I totally agree that I believe Java/C# etc are way to complicated for 99% of web development. Unfortunately, I also think CF needs to improve in order to compete with frameworks such as rails.
And of course, he is comparing "stack with stack" - RoR with Java + Spring + Hibernate. Not sure if it is the "right" stack comparison, but at least he isn't comparing language (Java) to framework (Rails).
@Neil - Yep. Read the article. Nice. I'm not sure whether it is CF that needs more work or community frameworks in CF, but there is no question that creating maintainable web applications is still too difficult.
@Ben - Well, hate to say you're on the wrong side of history here. Apart from Visual Basic, most successful production languages have required a compilation step - including C, C++, Java and C#. Also, in RoR, it is a truly interpreted (as opposed to Java and C# which are JIT interpreted/byte-code compiled which is a whole other thing) language, so you don't have to compile at all.
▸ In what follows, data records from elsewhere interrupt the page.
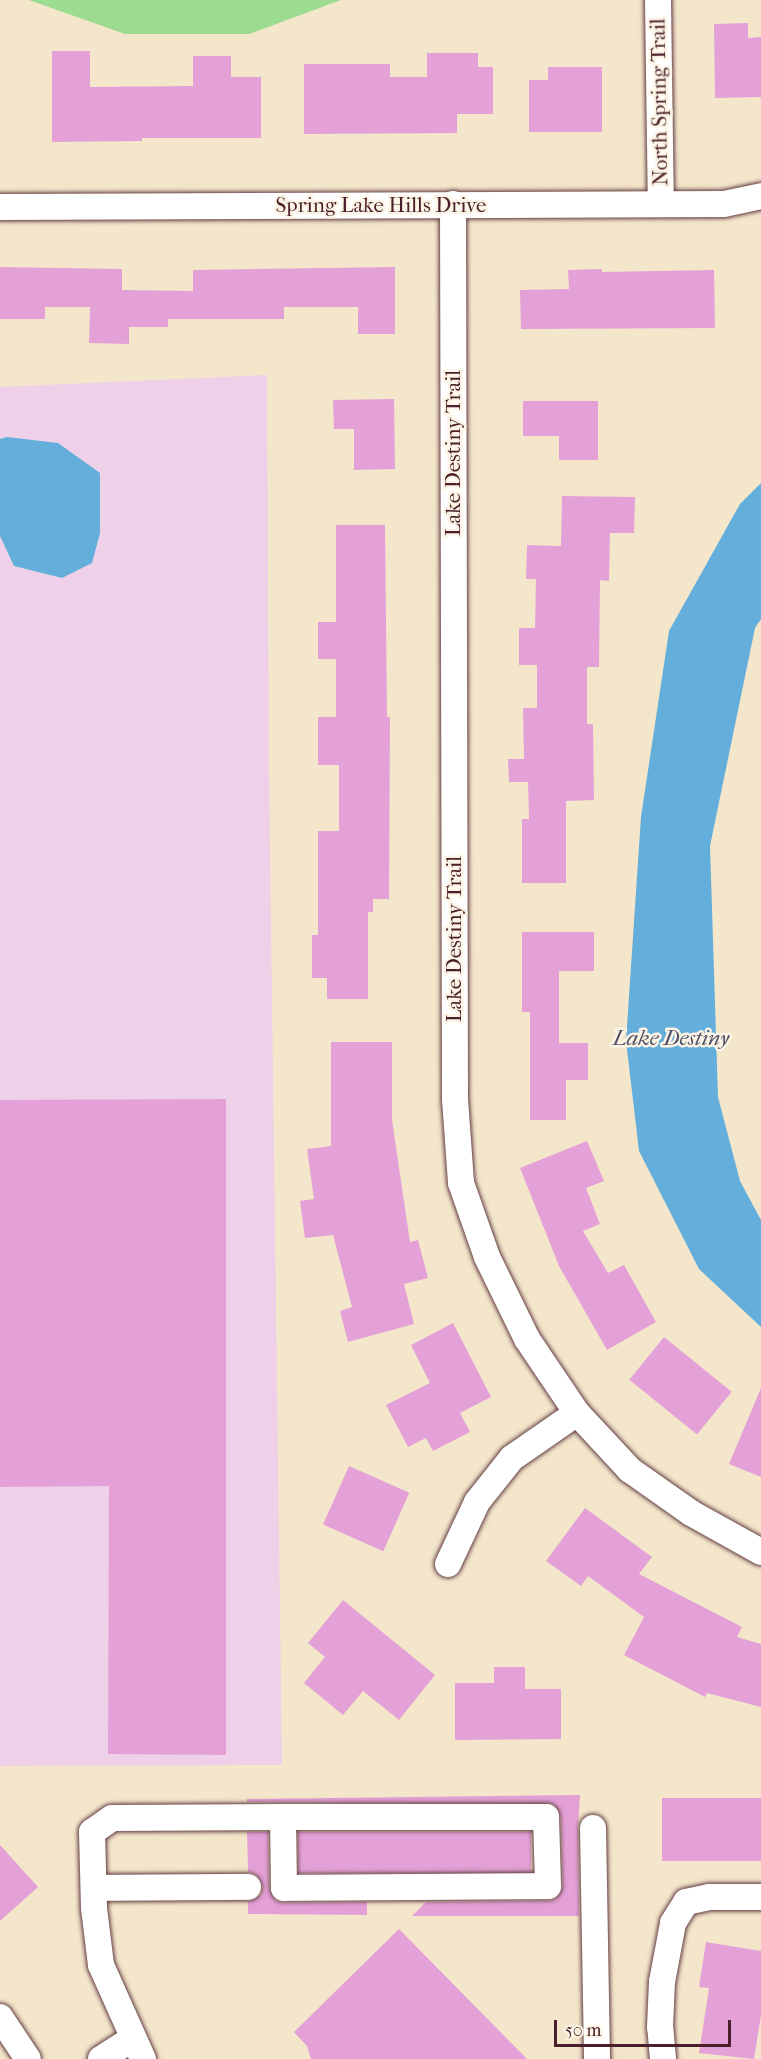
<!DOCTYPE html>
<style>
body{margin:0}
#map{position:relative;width:761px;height:2059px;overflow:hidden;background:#f4e6cb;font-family:"IM FELL French Canon",serif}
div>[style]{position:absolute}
.built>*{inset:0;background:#eed0e8}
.green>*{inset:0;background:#9cdc91}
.water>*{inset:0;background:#64aedc}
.building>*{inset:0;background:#e4a1d7;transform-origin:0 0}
.roads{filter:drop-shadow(0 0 2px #643d43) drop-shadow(0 0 2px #643d43)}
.minor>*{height:26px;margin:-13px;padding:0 13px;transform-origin:13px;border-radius:13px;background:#fff}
span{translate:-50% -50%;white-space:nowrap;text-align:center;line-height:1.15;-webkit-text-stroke:5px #fcf5e5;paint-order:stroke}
.street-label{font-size:21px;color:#4a1f2b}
.water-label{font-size:22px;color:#535169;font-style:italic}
.scale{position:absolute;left:554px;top:2020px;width:177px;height:27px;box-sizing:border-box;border:3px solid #4a1f2b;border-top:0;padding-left:8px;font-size:18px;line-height:21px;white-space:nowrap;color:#4a1f2b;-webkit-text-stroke:4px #fcf5e5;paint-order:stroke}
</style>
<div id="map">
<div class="built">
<div style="clip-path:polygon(267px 375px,269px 768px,282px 1765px,0 1766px,0 536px,14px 566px,62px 578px,100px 473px,7px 437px,0 439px,0 387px)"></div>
</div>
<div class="green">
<div style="clip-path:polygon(29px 0,341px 0,249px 34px,125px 34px)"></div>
</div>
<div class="water">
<div style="clip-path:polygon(7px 437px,58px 443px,100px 473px,100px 533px,92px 563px,62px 578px,14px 566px,0 536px,0 439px)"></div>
<div style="clip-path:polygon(761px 483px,761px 619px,755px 628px,710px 846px,718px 1097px,740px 1181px,761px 1220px,761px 1327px,699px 1269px,639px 1151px,626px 1041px,641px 817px,669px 631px,740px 504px)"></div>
</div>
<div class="building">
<div style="clip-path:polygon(748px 23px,748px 38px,761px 37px,761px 97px,715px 98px,714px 24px)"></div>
<div style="clip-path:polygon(52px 51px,90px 51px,90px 87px,193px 86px,193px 56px,231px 56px,231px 77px,261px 77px,261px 138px,142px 138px,142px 141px,52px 142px)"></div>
<div style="clip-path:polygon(427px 53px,478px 53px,478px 67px,493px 67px,493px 114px,457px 114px,457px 133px,304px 134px,304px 64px,390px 64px,390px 77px,427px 77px)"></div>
<div style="clip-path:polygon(548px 67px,602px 67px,602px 132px,529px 132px,529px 80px,548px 80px)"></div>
<div style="clip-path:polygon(0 267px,122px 269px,122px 290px,193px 291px,193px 270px,395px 267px,395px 334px,358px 334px,358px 307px,284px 307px,284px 319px,168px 319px,168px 327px,129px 327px,129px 344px,89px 343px,90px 307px,45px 307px,45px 319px,0 319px)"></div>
<div style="clip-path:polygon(602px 269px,602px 272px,714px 270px,715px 328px,521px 329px,520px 290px,569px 289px,568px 270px)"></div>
<div style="clip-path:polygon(394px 399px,395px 469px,354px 470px,354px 429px,334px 429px,333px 400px)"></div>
<div style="clip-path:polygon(523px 401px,598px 401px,598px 460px,559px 460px,559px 436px,523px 436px)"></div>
<div style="clip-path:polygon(562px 496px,635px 497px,634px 533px,610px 533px,609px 581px,600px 580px,599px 667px,587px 667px,587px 724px,593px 724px,594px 800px,566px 801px,566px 883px,522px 883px,522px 819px,529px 819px,528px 782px,509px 782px,508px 759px,524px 759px,523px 708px,537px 708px,537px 665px,519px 665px,519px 628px,535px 628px,536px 579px,526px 579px,527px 545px,561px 546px)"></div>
<div style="clip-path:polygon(336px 525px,385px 525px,387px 717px,390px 717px,389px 899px,373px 899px,373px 912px,368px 912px,368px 999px,327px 999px,327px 978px,312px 978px,312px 935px,318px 935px,318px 831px,339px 831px,339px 765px,318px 765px,318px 717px,336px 717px,336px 659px,318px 659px,318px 622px,336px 622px)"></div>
<div style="clip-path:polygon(522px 932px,594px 932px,594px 971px,559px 971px,559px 1043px,588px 1043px,588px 1080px,566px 1080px,566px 1120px,530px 1120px,530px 1012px,522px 1012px)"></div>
<div style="clip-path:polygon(331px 1042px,392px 1042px,392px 1120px,410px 1242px,418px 1240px,428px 1278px,404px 1284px,414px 1324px,348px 1342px,340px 1311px,352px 1307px,333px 1235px,305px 1238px,300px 1201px,314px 1199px,307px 1149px,331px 1146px)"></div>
<div style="clip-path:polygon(226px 1099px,226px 1755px,108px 1754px,109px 1486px,0 1487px,0 1100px)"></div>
<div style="clip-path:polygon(587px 1141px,604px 1181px,586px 1188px,600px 1224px,583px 1231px,608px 1273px,624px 1265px,656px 1322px,607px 1350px,559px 1266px,520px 1168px)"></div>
<div style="clip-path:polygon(453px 1323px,491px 1397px,460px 1413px,470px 1432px,433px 1451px,426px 1438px,408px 1447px,386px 1405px,430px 1383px,411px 1345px)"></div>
<div style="left:664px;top:1337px;width:87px;height:55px;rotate:39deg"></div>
<div style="clip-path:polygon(761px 1388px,761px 1477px,729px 1464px)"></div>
<div style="left:349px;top:1466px;width:66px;height:64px;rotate:24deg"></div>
<div style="clip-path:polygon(585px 1508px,652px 1557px,639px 1574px,742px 1627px,737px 1637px,761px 1644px,761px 1707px,707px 1693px,705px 1697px,624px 1655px,644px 1617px,588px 1576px,581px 1586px,546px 1561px)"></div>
<div style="clip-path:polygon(343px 1600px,435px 1675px,399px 1720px,363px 1691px,343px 1715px,304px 1683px,325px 1657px,308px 1643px)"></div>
<div style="clip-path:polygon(494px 1667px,525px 1667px,525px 1689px,561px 1689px,561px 1739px,455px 1740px,455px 1683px,494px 1683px)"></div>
<div style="clip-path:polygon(580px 1795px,578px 1828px,579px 1916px,412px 1916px,426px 1902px,548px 1901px,556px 1899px,563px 1886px,561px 1817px,553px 1804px,247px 1802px,247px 1799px)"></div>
<div style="left:662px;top:1798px;width:99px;height:63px"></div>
<div style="clip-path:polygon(247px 1832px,268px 1832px,269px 1888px,276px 1901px,284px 1903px,367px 1902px,367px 1915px,248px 1914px,248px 1902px,261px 1895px,263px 1886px,256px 1874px,248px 1872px)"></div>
<div style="left:298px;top:1832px;width:233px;height:41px"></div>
<div style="clip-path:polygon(0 1845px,38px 1887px,0 1921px)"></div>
<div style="clip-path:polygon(399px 1929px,527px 2059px,311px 2059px,307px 2046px,294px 2032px)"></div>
<div style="clip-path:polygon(706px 1942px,761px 1951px,761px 2015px,754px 2059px,699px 2053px,709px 1988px,699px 1987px)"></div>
</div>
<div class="roads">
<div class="minor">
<div style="left:658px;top:0;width:204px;rotate:89.2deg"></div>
<div style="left:453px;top:204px;width:895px;rotate:89.87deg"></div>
<div style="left:455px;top:1099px;width:84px;rotate:85.9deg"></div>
<div style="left:461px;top:1183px;width:78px;rotate:70.6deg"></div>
<div style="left:487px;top:1257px;width:91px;rotate:64deg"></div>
<div style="left:527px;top:1339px;width:89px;rotate:56deg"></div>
<div style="left:577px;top:1413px;width:78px;rotate:47.1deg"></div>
<div style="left:630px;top:1470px;width:75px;rotate:35.2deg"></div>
<div style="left:691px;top:1513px;width:80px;rotate:29.1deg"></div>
<div style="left:0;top:207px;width:724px;rotate:-0.24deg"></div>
<div style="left:724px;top:204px;width:38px;rotate:-12deg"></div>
<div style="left:448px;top:1564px;width:68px;rotate:-64.9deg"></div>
<div style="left:477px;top:1502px;width:56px;rotate:-51.5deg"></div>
<div style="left:512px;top:1458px;width:79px;rotate:-34.7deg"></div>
<div style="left:593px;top:1828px;width:231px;rotate:89deg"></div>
<div style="left:94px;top:1888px;width:154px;rotate:-0.4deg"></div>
<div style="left:0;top:2017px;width:50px;rotate:56.3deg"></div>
<div style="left:101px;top:2059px;width:38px;rotate:-33deg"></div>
<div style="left:143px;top:2059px;width:103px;rotate:-114.1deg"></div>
<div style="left:101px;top:1965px;width:57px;rotate:-97deg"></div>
<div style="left:94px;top:1908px;width:76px;rotate:-91.5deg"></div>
<div style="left:92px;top:1832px;width:24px;rotate:-35deg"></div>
<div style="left:112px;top:1818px;width:171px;rotate:-0.3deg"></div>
<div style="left:283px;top:1817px;width:263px"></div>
<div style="left:546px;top:1817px;width:69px;rotate:88.3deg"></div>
<div style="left:548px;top:1886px;width:264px;rotate:179.6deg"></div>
<div style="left:284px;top:1888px;width:71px;rotate:-90.8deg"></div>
<div style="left:663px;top:2059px;width:32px;rotate:-95deg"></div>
<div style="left:660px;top:2027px;width:45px;rotate:-87.5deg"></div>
<div style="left:662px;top:1982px;width:60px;rotate:-79.4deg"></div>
<div style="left:673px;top:1923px;width:25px;rotate:-58deg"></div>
<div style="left:686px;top:1902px;width:24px;rotate:-12deg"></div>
<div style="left:709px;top:1897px;width:52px"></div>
</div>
</div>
<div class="street-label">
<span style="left:659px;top:102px;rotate:-91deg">North Spring Trail</span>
<span style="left:381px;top:205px">Spring Lake Hills Drive</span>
<span style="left:453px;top:453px;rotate:-90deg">Lake Destiny Trail</span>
<span style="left:454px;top:939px;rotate:-90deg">Lake Destiny Trail</span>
</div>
<div class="water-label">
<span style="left:671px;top:1039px">Lake Destiny</span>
</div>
<div class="scale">50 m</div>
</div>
If CF was faster, and a lot cheaper to buy, I think it may be level pegging with Rails.
I think perhaps it depends on "how" you define successful. Yes, huge, massive systems and windows programs are built on compiled programming languages. But is that successful? I wonder how many compiled programs there are out there vs. how many HTML pages that feature pictures of Jo-shmo's cat in a santa outfit type of things are out there?
And again, i dont know any numbers and I might very well be dead wrong... but I assume that there's got to be millions upon millions of pages out there that are the product of "Teach yourself HTML 4.0 in 24 hours" type books. These are not products of compiled languages... and I feel that if there was compiling involved there would be a much smaller number of web sites out there.
Again, this is just gut feeling, so I might very well be dead wrong. In that case, sorry :)
The problem is that when you want to start to create a site for managing collections of pictures of cats, and categorizing and searching them. And then you want roles based security and perhaps multi-tenant capabilities so different people can create different private labeled "cat picture management systems". As some point in this process, simple scripting becomes inadequate to handle the complexity, but the barriers to writing programs that are up to handling the complexity are still formidable for the average CF developer.
And again, I am relatively inexperienced here. I primarily use CF, HTML, CSS, JS. I love experimenting, love just throwing stuff together and seeing if it will stick. I would fool around with Java and C# (and have actually built a few small C# apps), but the problem is that there tends to be too much overhead involved with the "fooling around", that it just is not as fun.
But I will back down now as I just don't have the experience to really back up any arguments with what you might call "Facts" :)
If CF is to compete it needs to improve. A lot of time people bang on about converting people from PHP to CF - but the question is, why would they?
One guys opinion of PHP together with links to similar pages. Some are items I know about, some I don't have knowledge/opinion on.
http://www.bitstorm.org/edwin/en/php/
NO! NO! NO! - I don't want web applications to be easier to build. I LOVE complex web applications! Complex web applications require smart, dedicated, skilled programmers who are worth all the money companies pay them to build/maintain complex web applications.